I remember the exact feeling I had when I heard the words…and we found an 8cm mass on your left kidney which we believe is malignant.  He and Jenny were in the room but I was sitting cross legged on the exam table and I saw and I heard white noise.  I’m not sure if my reaction would have been different had I been alone in the room with the doctor…I just knew at that moment, I didn’t want to communicate, I didn’t want to say anything, I wanted to just listen to my synapse which at the moment were just humming as they were trying to make a nerve junction up there; but, they had not been forced to make the same connection since 2001 when my Dad died.  I wonder if it would have been better had there been an app for that?

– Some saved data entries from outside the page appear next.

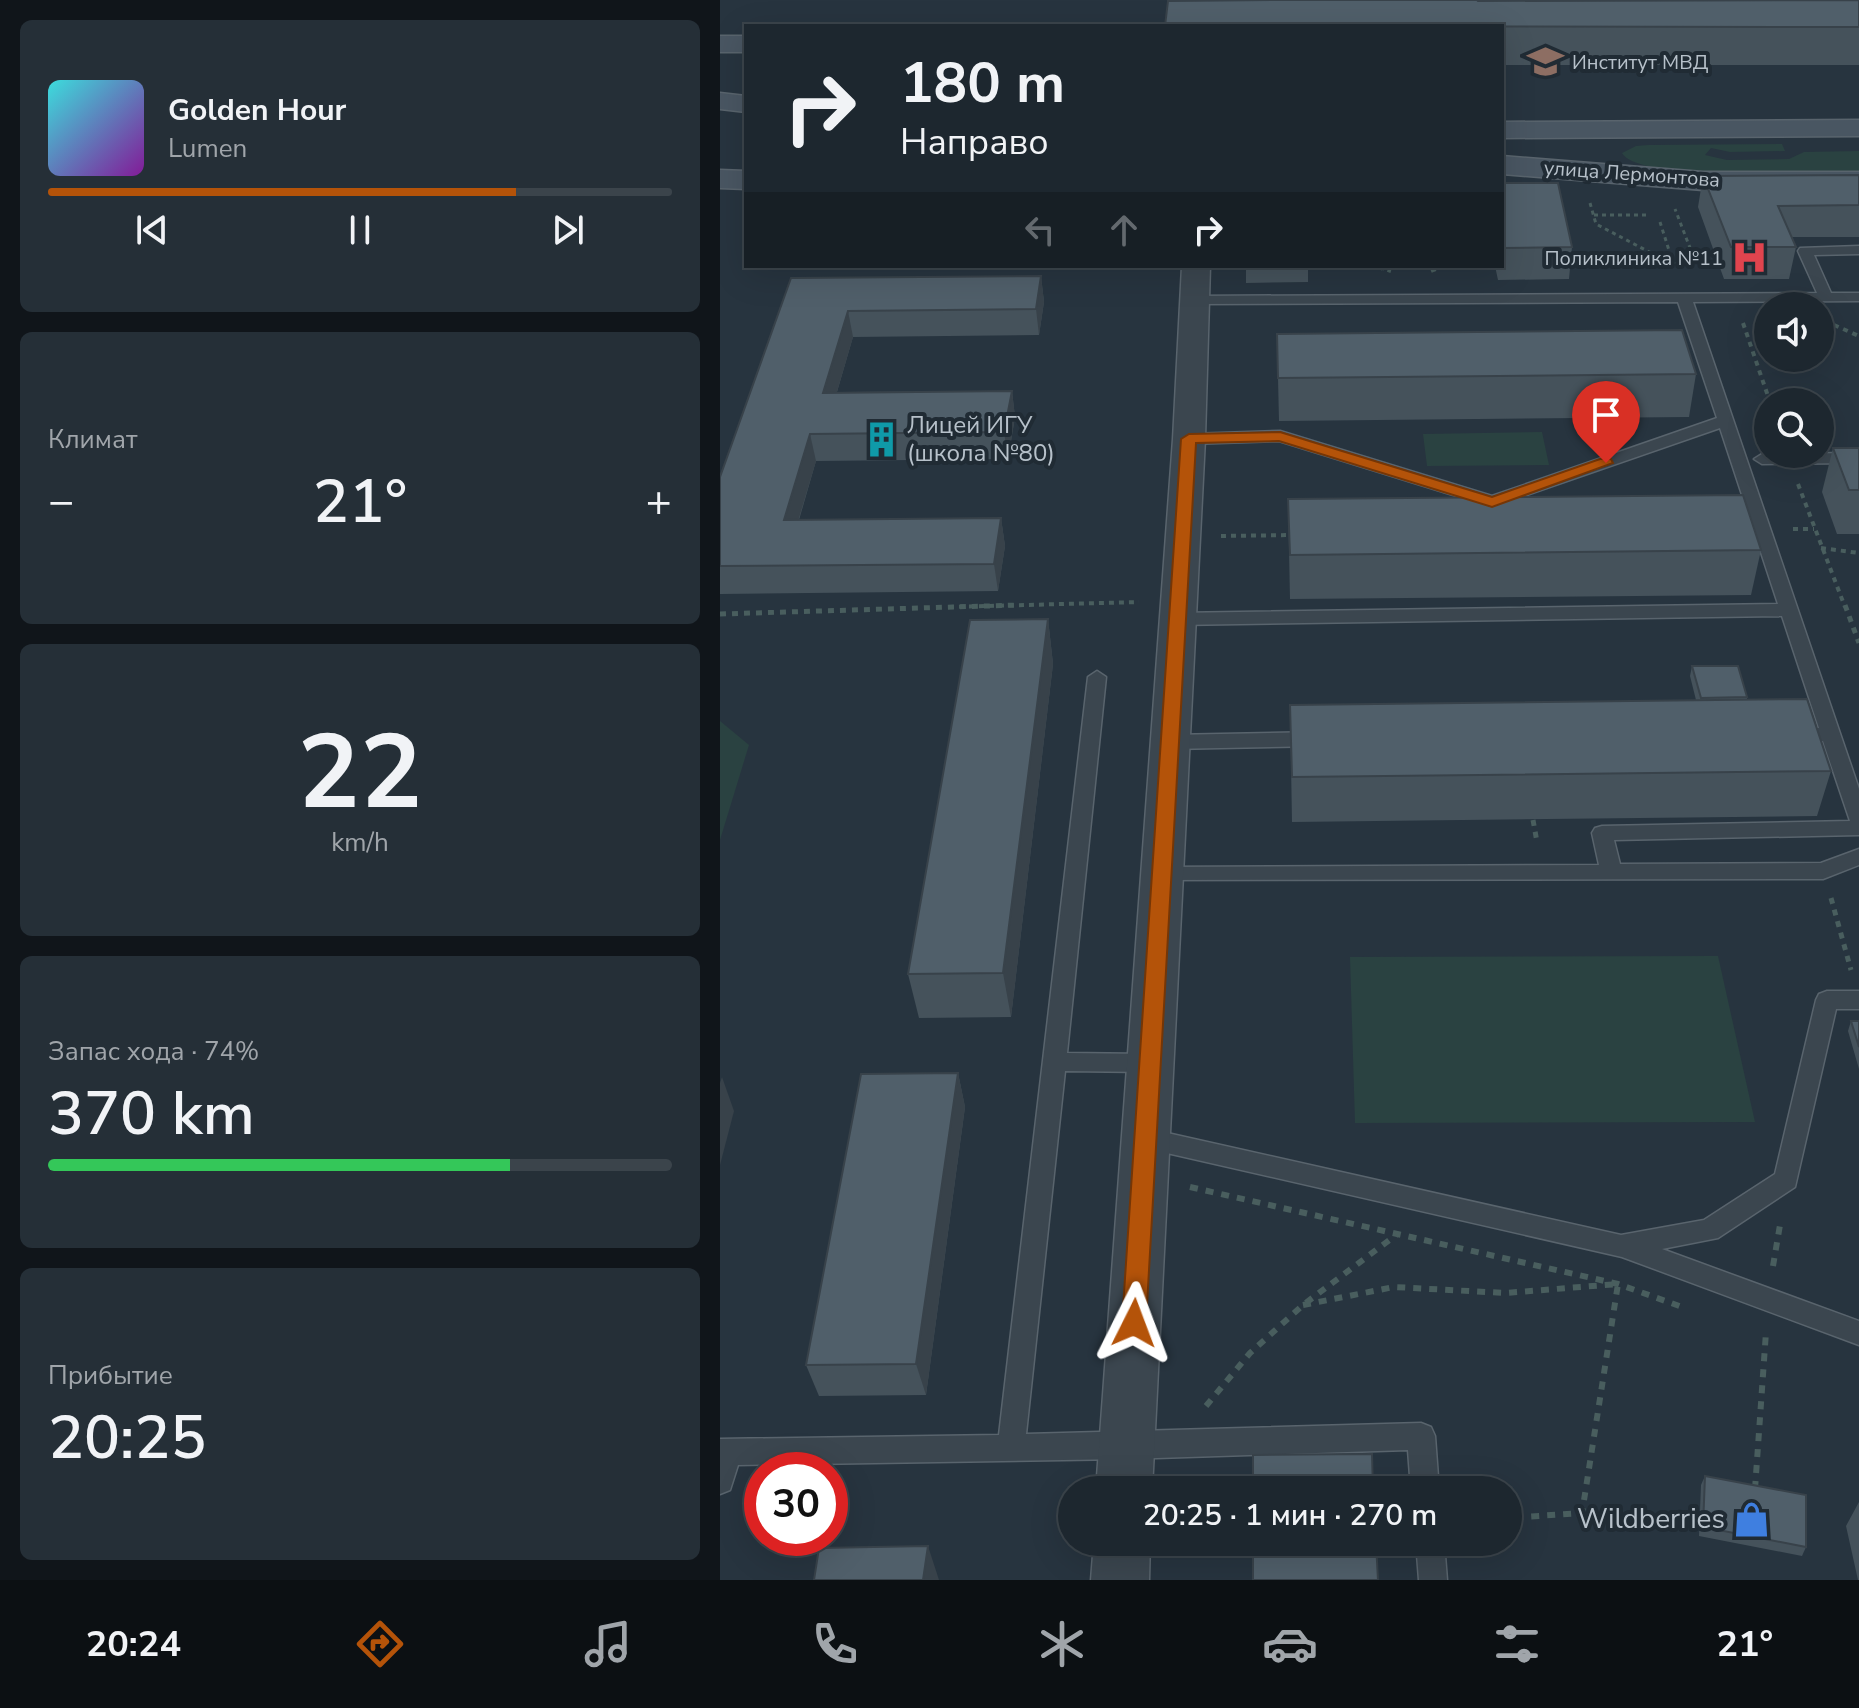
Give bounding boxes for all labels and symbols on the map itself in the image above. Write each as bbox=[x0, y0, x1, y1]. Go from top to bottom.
school or university icon: Институт МВД bbox=[1527, 43, 1565, 81]
place label: Институт МВД bbox=[1572, 49, 1709, 76]
street label: улица Лермонтова bbox=[1543, 154, 1721, 194]
hospital icon: Поликлиника №11 bbox=[1730, 239, 1768, 277]
place label: Поликлиника №11 bbox=[1544, 245, 1723, 272]
pin bbox=[1572, 381, 1640, 463]
place label: Лицей ИГУ (школа №80) bbox=[907, 409, 1055, 469]
building icon: Лицей ИГУ (школа №80) bbox=[862, 420, 900, 458]
position arrow bbox=[1092, 1281, 1176, 1365]
speed limit sign: 30 bbox=[744, 1452, 848, 1556]
place label: Wildberries bbox=[1577, 1500, 1725, 1538]
shop icon: Wildberries bbox=[1732, 1500, 1770, 1538]

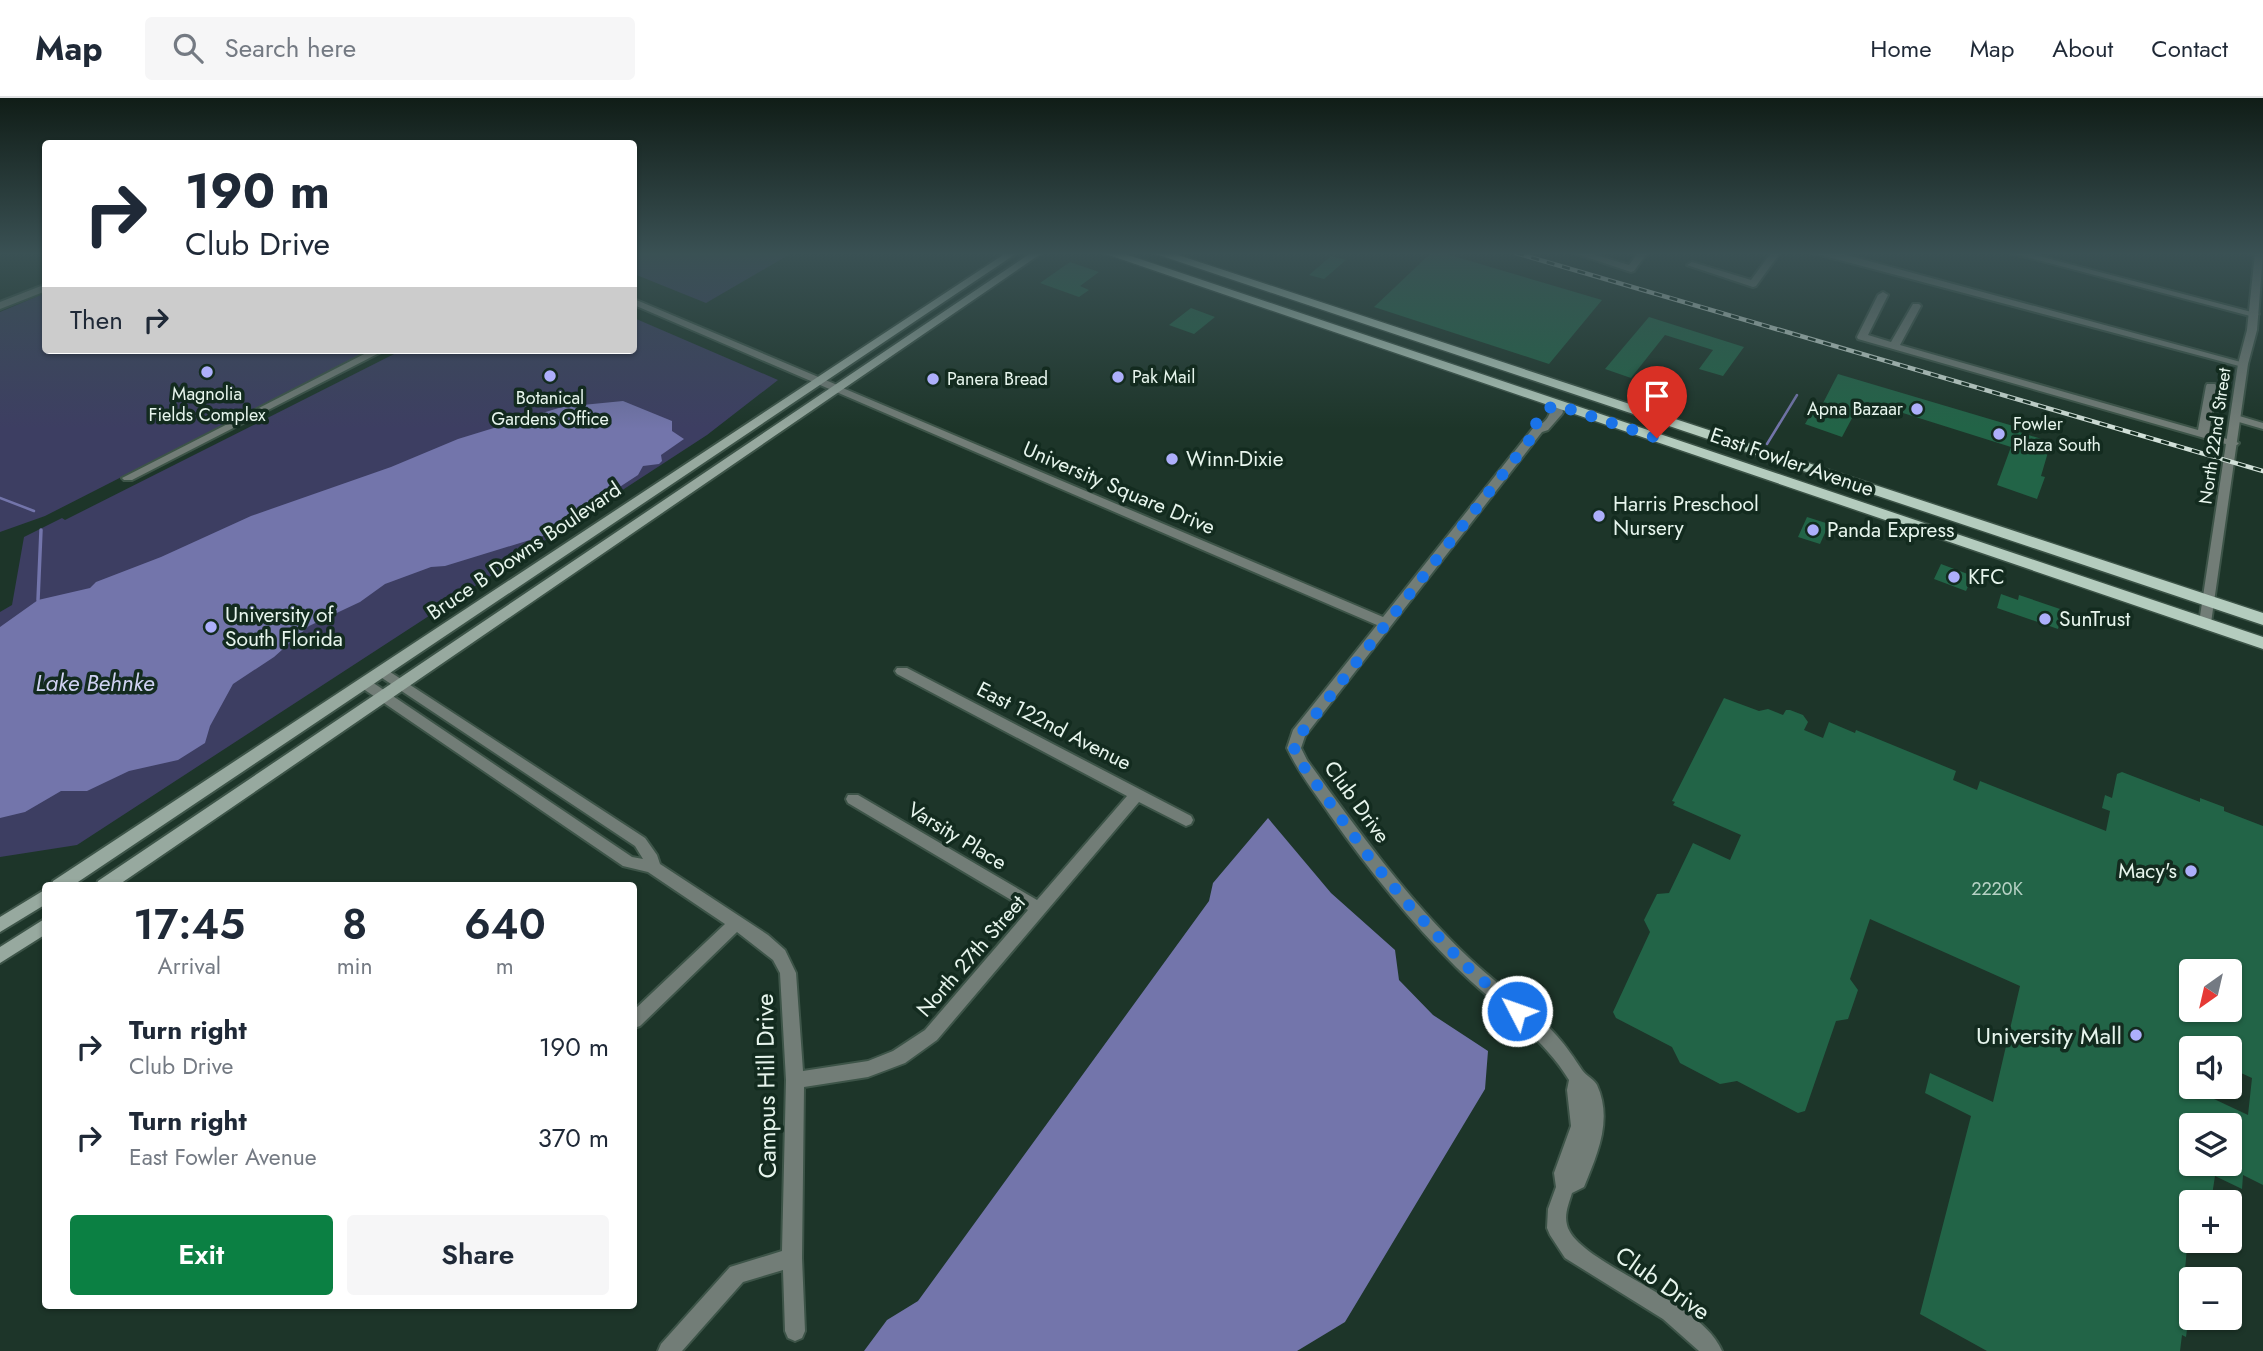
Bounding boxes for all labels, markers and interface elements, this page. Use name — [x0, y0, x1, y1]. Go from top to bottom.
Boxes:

I had plenty of time between diagnosis and surgery to think.  At first, I read a lot of the medical web sites from Mayo to Web MD.  I did not read a lot of opinions and stories from the general public.  I knew that my situation was unique and I would not learn anymore about my situation no matter how many also unique opinions and unique circumstances I allowed to complicate my thinking process.  I finally found the Kidney survivor’s website on Facebook…it seems to be pretty matter of fact…not so many opinions rather individual stories in their own brief words.  This helped me the most.    There seemed to be a random enough mixture of stories to make anything seem possible.  From the very worst – to the very best outcomes….and a room full of support for everything in between.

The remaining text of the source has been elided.